* **RECORDS TO USE**
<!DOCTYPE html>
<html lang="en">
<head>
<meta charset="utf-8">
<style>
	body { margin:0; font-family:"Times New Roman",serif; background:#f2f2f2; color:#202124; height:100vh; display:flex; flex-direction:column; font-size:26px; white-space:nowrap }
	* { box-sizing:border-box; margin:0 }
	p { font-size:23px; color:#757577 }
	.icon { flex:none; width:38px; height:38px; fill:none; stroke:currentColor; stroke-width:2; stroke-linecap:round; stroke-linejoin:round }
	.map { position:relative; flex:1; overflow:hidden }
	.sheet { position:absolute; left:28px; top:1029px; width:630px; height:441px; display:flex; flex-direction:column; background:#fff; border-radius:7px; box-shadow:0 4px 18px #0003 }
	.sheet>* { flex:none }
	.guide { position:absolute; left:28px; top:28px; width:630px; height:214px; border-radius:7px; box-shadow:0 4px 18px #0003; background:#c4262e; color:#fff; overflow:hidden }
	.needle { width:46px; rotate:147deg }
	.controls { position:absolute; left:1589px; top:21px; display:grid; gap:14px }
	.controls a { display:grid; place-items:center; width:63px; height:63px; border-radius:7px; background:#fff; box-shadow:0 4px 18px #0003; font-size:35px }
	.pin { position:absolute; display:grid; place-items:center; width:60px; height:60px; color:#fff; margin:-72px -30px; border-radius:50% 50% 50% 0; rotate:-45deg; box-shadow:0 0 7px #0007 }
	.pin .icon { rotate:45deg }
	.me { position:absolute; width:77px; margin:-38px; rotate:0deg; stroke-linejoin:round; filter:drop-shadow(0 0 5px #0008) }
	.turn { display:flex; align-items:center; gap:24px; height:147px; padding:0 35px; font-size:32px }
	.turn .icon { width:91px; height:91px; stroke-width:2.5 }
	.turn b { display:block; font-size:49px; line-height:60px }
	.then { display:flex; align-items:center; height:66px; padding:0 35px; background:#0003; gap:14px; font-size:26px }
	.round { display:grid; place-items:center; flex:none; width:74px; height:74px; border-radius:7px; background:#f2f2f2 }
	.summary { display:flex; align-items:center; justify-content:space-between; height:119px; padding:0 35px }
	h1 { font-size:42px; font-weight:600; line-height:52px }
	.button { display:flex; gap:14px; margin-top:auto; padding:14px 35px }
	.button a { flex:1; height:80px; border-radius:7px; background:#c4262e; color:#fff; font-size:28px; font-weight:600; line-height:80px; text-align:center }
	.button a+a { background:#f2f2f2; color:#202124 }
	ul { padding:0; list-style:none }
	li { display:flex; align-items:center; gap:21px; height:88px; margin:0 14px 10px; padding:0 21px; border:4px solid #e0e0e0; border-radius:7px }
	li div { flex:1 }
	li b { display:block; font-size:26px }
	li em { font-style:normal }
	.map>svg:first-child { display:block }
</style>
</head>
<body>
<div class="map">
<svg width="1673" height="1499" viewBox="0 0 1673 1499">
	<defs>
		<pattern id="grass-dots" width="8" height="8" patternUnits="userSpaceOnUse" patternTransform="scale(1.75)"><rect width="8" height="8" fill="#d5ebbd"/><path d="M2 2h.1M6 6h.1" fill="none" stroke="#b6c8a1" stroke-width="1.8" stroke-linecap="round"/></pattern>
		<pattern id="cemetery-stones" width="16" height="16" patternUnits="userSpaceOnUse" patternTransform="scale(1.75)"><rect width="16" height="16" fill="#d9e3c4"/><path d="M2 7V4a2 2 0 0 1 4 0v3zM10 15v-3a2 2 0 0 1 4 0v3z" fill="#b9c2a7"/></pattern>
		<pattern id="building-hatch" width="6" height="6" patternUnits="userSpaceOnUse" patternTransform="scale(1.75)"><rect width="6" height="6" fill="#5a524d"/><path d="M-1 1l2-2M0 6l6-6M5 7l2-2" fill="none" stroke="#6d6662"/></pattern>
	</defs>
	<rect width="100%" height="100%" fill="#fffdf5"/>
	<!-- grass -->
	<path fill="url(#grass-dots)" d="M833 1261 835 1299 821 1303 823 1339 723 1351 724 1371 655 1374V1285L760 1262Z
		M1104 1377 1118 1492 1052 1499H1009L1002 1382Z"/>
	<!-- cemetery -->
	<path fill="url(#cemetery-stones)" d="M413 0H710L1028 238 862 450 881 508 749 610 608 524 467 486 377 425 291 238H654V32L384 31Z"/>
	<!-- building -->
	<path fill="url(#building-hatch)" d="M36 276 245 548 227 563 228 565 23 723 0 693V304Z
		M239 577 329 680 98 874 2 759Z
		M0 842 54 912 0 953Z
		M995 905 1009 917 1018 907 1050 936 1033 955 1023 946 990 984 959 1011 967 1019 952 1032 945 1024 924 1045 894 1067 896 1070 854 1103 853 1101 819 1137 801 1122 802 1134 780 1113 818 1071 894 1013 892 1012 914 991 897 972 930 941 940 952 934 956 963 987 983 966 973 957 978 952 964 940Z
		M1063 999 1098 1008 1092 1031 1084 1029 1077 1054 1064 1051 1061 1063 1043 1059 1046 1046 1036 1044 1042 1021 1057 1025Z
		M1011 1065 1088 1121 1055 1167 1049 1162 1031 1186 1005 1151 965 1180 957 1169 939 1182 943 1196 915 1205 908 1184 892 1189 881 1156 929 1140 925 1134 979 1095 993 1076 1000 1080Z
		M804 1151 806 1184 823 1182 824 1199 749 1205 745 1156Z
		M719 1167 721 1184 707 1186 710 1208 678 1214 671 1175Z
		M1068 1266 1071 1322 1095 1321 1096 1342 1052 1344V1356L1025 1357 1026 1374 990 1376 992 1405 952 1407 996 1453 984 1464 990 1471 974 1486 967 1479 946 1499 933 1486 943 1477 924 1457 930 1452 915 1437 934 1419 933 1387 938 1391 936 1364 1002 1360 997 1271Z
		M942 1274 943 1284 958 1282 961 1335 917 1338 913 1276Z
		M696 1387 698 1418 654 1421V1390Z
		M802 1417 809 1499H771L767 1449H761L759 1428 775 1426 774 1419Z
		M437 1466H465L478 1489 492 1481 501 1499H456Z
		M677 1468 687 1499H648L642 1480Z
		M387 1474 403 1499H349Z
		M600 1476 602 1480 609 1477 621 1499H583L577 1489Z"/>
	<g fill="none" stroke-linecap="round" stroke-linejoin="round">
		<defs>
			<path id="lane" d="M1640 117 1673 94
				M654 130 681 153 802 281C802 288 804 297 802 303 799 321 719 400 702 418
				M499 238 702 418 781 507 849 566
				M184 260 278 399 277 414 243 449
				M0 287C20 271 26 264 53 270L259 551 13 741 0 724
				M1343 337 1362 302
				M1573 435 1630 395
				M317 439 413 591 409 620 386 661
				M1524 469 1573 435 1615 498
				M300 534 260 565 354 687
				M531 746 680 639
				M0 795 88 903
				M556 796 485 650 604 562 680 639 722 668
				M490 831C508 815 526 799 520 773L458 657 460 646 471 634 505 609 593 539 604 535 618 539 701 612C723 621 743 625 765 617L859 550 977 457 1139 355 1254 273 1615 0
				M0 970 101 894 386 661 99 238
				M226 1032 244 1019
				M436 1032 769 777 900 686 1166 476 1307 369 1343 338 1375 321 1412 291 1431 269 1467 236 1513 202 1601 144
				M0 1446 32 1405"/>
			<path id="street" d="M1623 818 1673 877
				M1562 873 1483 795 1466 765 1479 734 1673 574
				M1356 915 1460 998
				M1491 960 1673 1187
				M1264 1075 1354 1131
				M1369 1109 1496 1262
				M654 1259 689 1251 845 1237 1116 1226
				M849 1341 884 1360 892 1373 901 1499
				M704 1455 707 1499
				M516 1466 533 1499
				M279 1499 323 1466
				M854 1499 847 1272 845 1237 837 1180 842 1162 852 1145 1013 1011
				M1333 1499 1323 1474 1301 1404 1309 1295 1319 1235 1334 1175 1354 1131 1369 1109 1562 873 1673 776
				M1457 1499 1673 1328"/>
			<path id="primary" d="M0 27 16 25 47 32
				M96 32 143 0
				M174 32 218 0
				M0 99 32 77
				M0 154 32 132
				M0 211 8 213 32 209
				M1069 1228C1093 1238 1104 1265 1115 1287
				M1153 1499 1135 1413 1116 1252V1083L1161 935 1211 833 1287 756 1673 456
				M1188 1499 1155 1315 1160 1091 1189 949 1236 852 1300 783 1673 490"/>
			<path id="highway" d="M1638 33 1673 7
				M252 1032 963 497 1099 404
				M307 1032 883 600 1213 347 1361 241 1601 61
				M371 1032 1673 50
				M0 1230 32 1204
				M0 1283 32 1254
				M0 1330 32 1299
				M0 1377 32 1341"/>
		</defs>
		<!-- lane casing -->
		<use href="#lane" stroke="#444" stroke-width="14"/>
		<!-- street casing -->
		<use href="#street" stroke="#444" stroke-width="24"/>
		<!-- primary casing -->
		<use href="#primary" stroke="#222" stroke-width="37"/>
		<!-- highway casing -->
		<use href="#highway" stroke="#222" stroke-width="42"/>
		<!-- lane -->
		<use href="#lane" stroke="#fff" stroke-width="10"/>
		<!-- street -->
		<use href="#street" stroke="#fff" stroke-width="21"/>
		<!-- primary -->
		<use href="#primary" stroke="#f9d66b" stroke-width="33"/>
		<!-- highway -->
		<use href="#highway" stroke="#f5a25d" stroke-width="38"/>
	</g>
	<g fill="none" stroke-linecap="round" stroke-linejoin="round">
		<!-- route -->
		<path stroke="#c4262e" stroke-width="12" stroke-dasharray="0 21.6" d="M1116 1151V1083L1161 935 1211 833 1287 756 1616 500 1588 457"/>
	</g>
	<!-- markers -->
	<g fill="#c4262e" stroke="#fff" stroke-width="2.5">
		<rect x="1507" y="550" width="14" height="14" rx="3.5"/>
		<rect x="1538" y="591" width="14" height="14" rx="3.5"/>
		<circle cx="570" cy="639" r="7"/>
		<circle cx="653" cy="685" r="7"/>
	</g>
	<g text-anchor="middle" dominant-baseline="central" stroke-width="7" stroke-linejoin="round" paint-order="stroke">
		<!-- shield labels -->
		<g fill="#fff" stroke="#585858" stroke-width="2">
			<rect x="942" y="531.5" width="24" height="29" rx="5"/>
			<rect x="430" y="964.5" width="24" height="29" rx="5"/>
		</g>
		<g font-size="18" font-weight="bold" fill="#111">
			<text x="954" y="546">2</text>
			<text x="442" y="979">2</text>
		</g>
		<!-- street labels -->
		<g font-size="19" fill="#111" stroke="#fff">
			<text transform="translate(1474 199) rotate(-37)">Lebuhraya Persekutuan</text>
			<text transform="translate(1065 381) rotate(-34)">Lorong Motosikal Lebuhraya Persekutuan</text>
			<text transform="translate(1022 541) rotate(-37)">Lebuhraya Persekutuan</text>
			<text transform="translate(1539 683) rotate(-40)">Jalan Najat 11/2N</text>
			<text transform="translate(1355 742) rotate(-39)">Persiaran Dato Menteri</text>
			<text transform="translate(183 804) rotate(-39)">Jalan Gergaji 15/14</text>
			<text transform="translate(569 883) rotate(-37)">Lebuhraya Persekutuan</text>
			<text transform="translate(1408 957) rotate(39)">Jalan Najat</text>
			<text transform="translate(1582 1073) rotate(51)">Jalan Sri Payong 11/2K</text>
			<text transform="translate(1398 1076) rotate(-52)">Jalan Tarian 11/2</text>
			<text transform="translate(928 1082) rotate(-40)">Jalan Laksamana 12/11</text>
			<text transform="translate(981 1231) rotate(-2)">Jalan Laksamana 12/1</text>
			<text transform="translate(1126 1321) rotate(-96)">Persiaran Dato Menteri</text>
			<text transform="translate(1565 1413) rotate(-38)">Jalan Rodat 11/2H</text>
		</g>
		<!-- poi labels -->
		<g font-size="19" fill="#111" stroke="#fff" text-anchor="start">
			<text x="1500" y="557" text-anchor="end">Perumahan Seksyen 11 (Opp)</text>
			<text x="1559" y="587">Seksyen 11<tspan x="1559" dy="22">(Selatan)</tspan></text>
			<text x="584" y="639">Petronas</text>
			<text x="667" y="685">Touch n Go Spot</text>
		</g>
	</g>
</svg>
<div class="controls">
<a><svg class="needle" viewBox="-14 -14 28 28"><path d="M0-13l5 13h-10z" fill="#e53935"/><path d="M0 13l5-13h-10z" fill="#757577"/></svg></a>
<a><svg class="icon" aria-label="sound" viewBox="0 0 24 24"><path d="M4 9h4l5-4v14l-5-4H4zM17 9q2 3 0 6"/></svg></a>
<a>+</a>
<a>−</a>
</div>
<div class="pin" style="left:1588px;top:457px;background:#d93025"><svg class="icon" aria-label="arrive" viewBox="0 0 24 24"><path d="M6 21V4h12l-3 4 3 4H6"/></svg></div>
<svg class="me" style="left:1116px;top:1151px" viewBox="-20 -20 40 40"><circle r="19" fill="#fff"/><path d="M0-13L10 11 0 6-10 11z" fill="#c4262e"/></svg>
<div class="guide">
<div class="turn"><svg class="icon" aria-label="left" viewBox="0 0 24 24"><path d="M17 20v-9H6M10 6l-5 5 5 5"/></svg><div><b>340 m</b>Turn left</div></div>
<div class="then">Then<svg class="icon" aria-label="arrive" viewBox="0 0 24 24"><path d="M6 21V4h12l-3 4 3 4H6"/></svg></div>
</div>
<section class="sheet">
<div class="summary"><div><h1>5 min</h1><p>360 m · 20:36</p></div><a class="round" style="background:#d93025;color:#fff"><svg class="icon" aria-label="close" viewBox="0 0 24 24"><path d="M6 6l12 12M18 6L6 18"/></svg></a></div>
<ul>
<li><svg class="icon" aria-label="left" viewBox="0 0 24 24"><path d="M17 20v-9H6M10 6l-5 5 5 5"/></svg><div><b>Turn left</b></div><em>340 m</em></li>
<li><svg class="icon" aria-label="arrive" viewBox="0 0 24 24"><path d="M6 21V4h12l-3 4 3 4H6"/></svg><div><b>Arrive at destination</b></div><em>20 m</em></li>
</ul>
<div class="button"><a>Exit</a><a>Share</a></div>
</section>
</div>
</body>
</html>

* **WHAT THE TASK ASKS**
Would you restate exactly the lines of the material above, from its opening line through the line with "position:relative; flex:1; overflow:hidden", and output only those?

* **RESPONSE FOR THIS EXERCISE**
<!DOCTYPE html>
<html lang="en">
<head>
<meta charset="utf-8">
<style>
	body { margin:0; font-family:"Times New Roman",serif; background:#f2f2f2; color:#202124; height:100vh; display:flex; flex-direction:column; font-size:26px; white-space:nowrap }
	* { box-sizing:border-box; margin:0 }
	p { font-size:23px; color:#757577 }
	.icon { flex:none; width:38px; height:38px; fill:none; stroke:currentColor; stroke-width:2; stroke-linecap:round; stroke-linejoin:round }
	.map { position:relative; flex:1; overflow:hidden }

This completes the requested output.